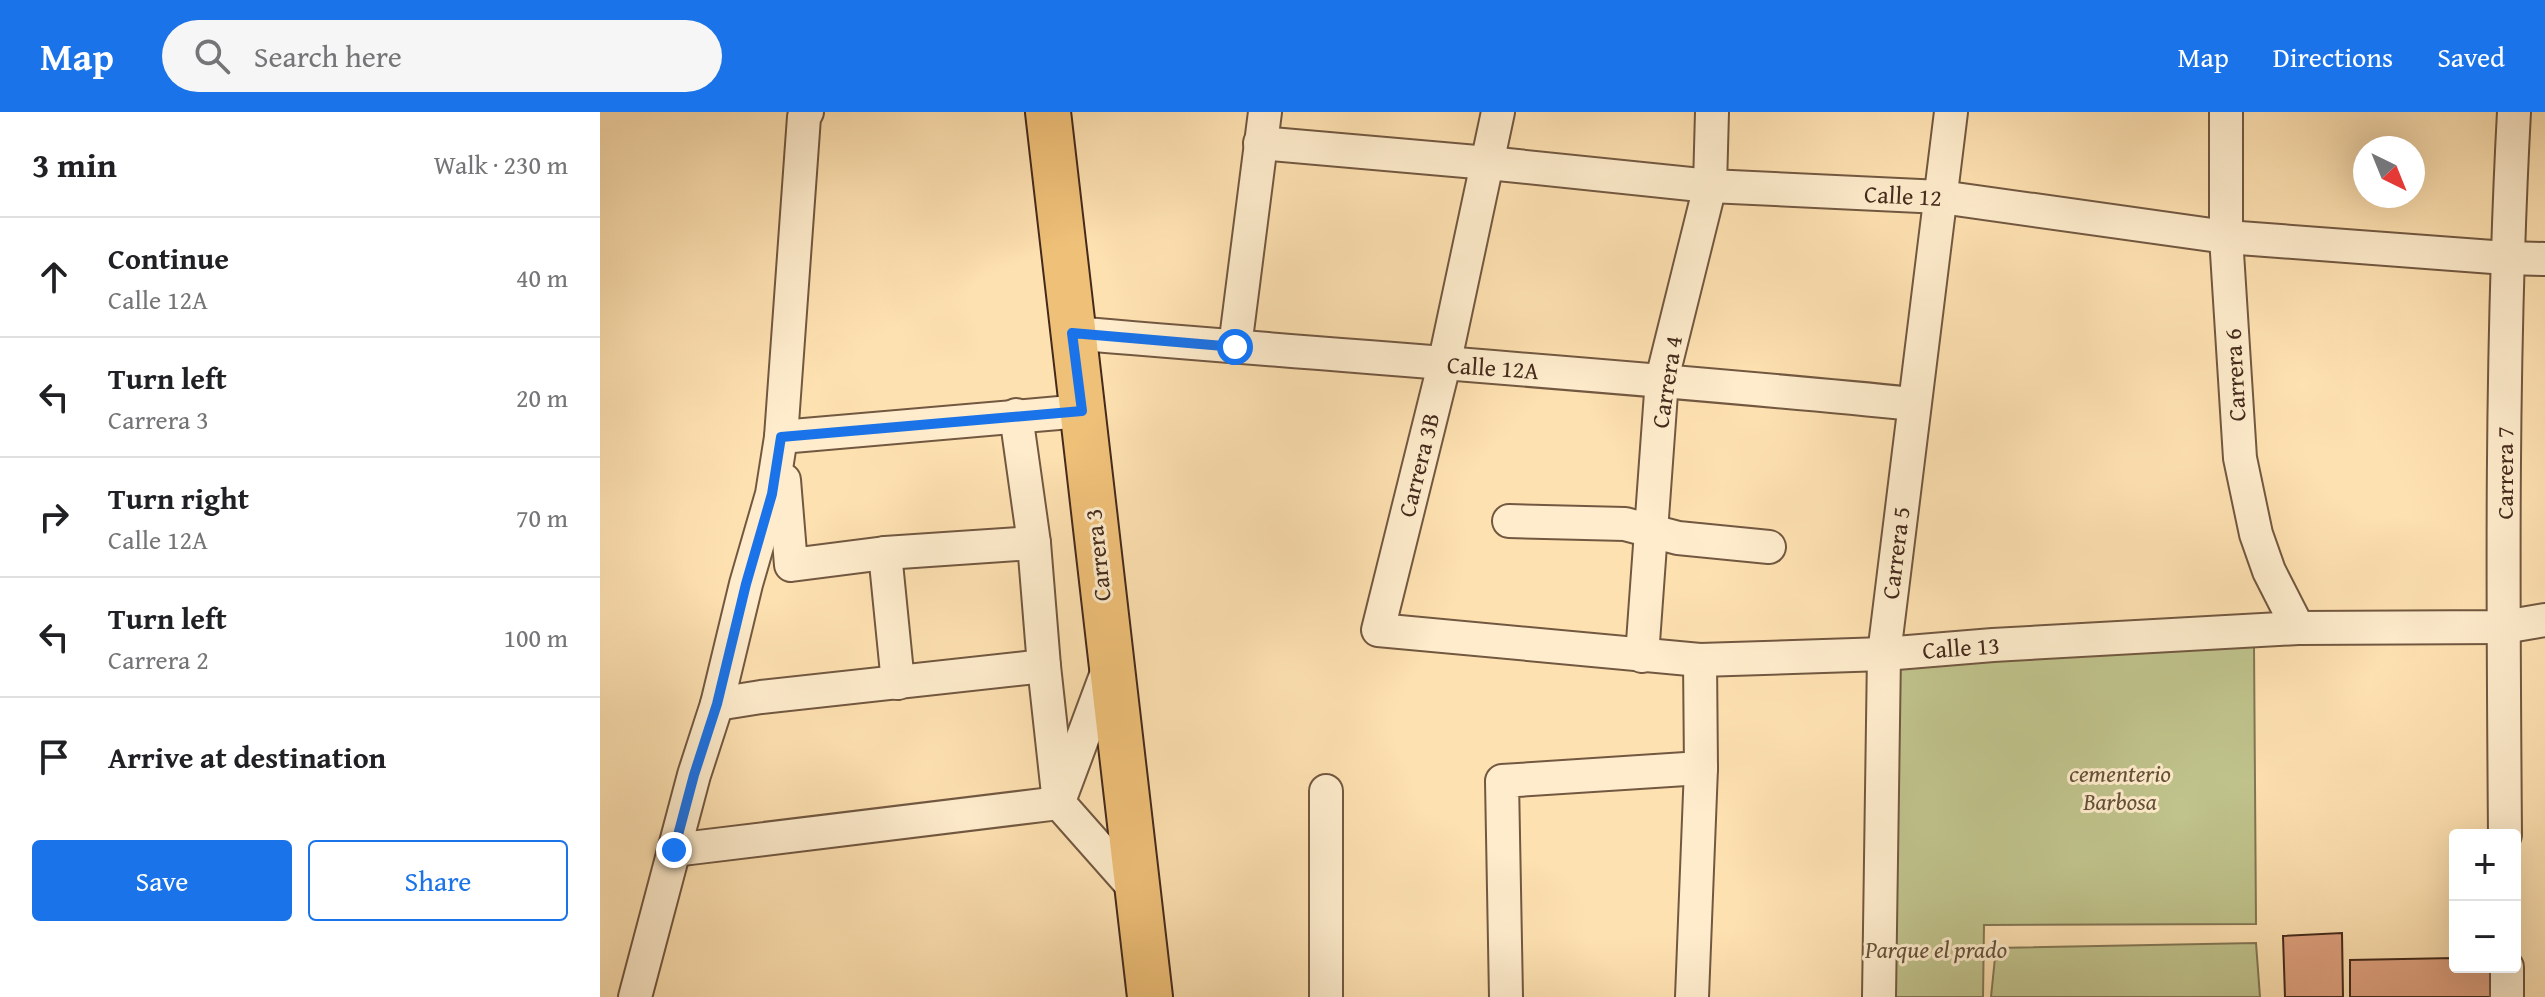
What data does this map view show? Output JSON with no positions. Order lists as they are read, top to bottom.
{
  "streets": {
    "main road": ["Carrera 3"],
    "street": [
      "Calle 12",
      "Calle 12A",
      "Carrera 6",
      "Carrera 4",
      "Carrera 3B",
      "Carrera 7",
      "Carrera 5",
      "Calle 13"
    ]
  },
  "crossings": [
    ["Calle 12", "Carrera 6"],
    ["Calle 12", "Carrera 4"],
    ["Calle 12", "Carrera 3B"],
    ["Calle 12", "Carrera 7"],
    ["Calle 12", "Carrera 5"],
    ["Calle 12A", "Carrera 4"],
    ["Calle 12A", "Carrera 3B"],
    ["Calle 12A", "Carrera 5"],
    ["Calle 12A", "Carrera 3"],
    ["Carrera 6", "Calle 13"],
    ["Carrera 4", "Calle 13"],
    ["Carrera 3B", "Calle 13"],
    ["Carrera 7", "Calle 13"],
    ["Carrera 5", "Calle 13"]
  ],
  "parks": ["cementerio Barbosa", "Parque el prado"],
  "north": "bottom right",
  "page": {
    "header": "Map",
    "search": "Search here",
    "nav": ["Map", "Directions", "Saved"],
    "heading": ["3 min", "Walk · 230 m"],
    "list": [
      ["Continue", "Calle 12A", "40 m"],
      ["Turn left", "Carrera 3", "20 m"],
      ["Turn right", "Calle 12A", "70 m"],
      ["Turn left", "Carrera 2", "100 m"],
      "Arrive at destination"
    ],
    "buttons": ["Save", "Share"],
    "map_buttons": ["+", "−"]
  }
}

====================

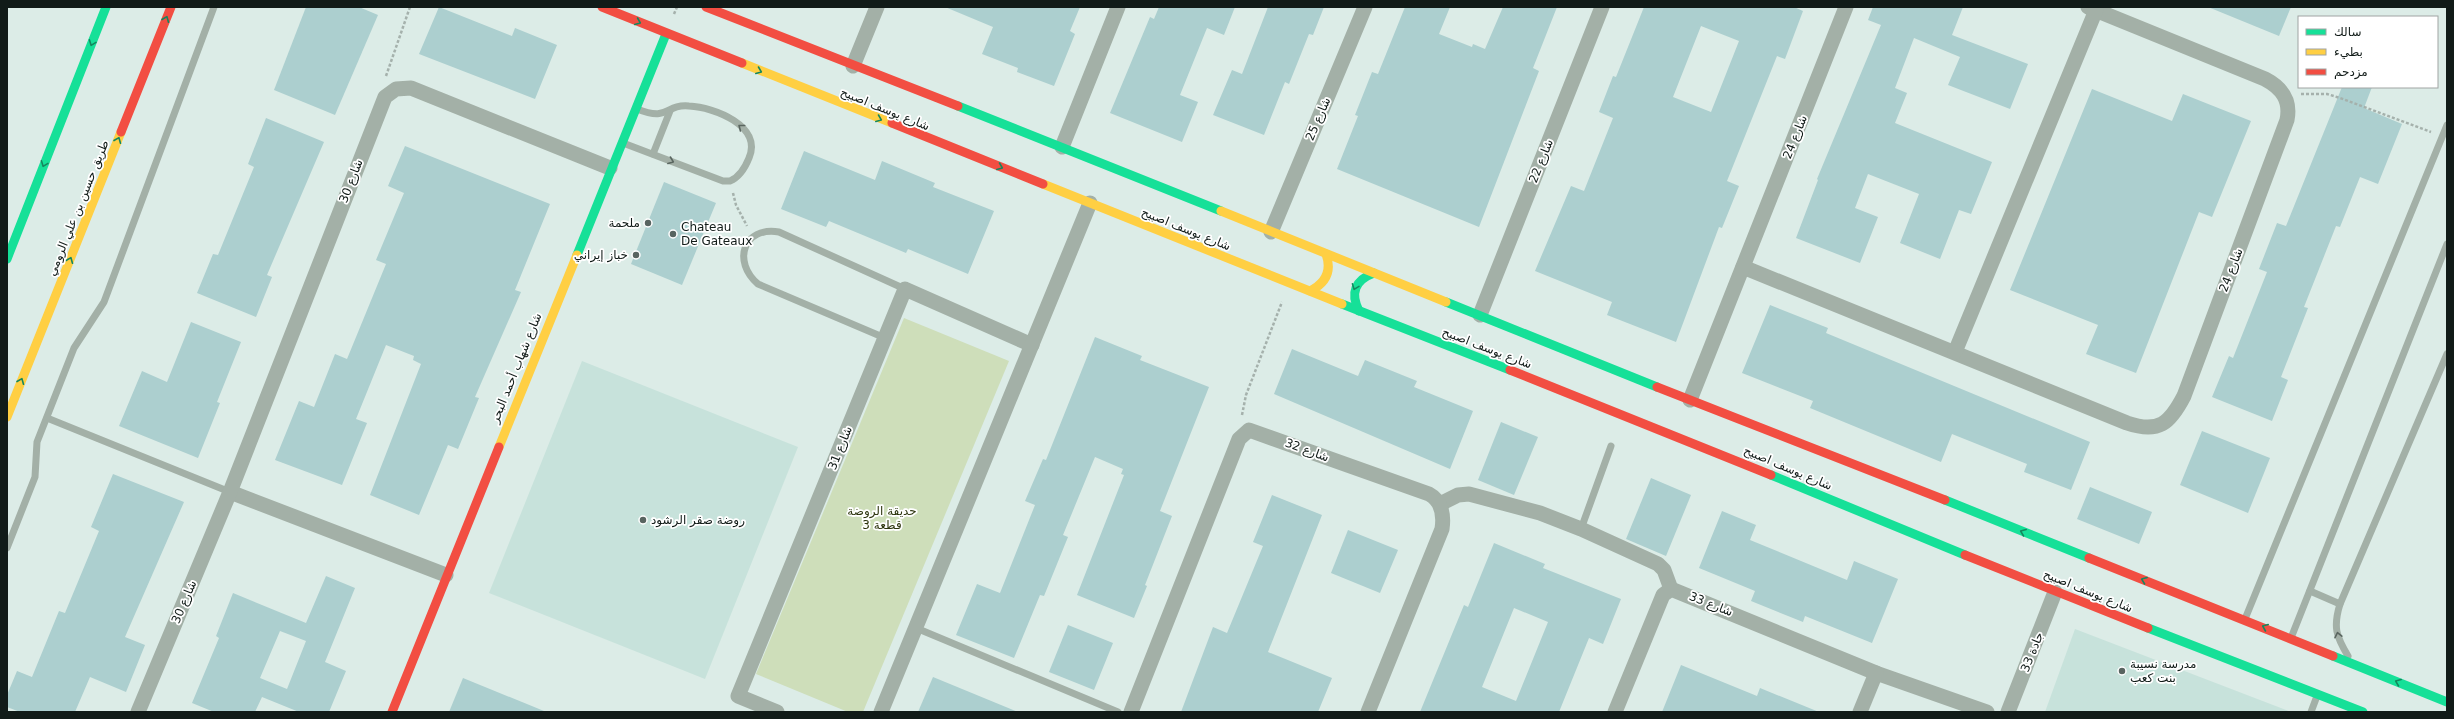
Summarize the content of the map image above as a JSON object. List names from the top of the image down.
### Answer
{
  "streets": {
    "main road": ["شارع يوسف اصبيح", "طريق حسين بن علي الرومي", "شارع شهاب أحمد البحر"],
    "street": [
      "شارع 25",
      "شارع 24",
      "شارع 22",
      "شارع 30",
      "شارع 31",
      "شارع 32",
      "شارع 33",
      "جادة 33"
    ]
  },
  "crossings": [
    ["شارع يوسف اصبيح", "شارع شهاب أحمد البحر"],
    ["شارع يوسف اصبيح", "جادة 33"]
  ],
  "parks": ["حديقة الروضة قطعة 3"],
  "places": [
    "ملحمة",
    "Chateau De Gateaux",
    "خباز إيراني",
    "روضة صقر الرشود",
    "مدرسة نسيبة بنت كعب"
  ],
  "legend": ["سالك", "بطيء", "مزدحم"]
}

====================

List each line in the listing that contains the string "شهاب".

    "main road": ["شارع يوسف اصبيح", "طريق حسين بن علي الرومي", "شارع شهاب أحمد البحر"],
    ["شارع يوسف اصبيح", "شارع شهاب أحمد البحر"],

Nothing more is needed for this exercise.